• Required action
For the word "this", search the records and show each line in which it occurs.

• Given records
★ ★ ★ ★ ★ ★ ★
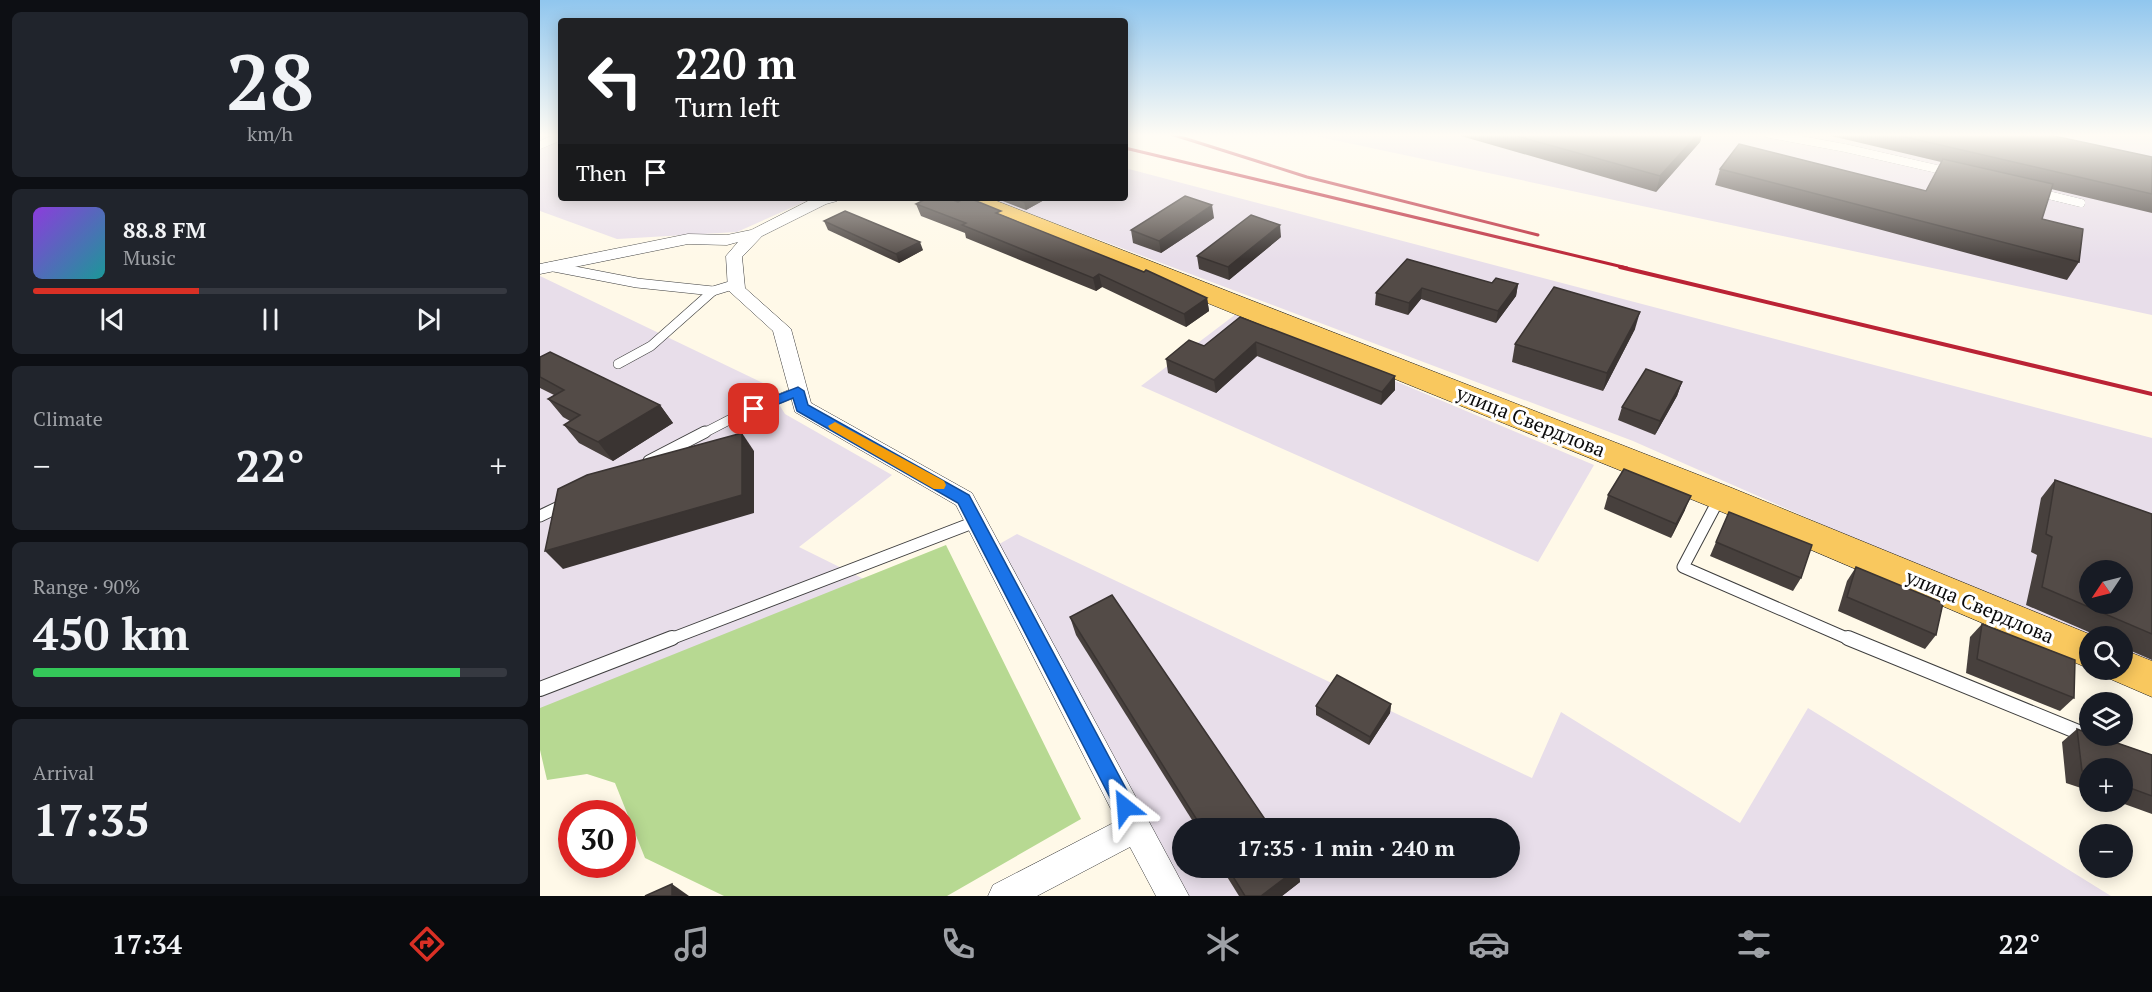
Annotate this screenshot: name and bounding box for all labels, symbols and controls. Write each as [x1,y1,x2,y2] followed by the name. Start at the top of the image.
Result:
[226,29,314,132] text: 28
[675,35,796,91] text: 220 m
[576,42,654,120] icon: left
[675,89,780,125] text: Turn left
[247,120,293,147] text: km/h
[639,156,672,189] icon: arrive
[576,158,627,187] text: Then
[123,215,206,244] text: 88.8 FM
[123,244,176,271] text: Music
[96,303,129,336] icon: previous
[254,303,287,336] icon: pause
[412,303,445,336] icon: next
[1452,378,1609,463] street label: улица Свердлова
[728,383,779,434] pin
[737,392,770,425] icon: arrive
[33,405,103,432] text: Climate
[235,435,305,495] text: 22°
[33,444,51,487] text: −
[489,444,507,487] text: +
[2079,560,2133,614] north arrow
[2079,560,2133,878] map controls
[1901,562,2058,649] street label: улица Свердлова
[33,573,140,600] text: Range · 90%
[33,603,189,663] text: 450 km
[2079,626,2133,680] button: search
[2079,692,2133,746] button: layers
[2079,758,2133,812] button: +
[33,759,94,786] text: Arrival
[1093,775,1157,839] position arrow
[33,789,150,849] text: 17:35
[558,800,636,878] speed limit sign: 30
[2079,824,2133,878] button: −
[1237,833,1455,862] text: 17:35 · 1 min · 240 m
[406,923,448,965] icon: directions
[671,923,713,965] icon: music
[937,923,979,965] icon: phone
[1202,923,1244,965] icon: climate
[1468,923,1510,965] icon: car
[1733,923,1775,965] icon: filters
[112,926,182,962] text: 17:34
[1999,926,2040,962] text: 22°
★ ★ ★ ★ ★ ★ ★
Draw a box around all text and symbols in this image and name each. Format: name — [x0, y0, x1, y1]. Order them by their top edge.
★ ★ ★ ★ ★ ★ ★
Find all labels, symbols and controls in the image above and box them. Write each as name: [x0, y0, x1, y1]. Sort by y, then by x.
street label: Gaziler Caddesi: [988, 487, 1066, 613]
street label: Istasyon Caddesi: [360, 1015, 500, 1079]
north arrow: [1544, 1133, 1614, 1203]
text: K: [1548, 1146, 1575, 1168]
★ ★ ★ ★ ★ ★ ★
• Solution
Annotate this screenshot: name and bounding box for all labels, symbols and controls. Write each as [x1,y1,x2,y2] followed by the name. Start at the top of the image.
Draw a box around all text and symbols in this image and name each. Format: name — [x0, y0, x1, y1]. Order them by their top edge.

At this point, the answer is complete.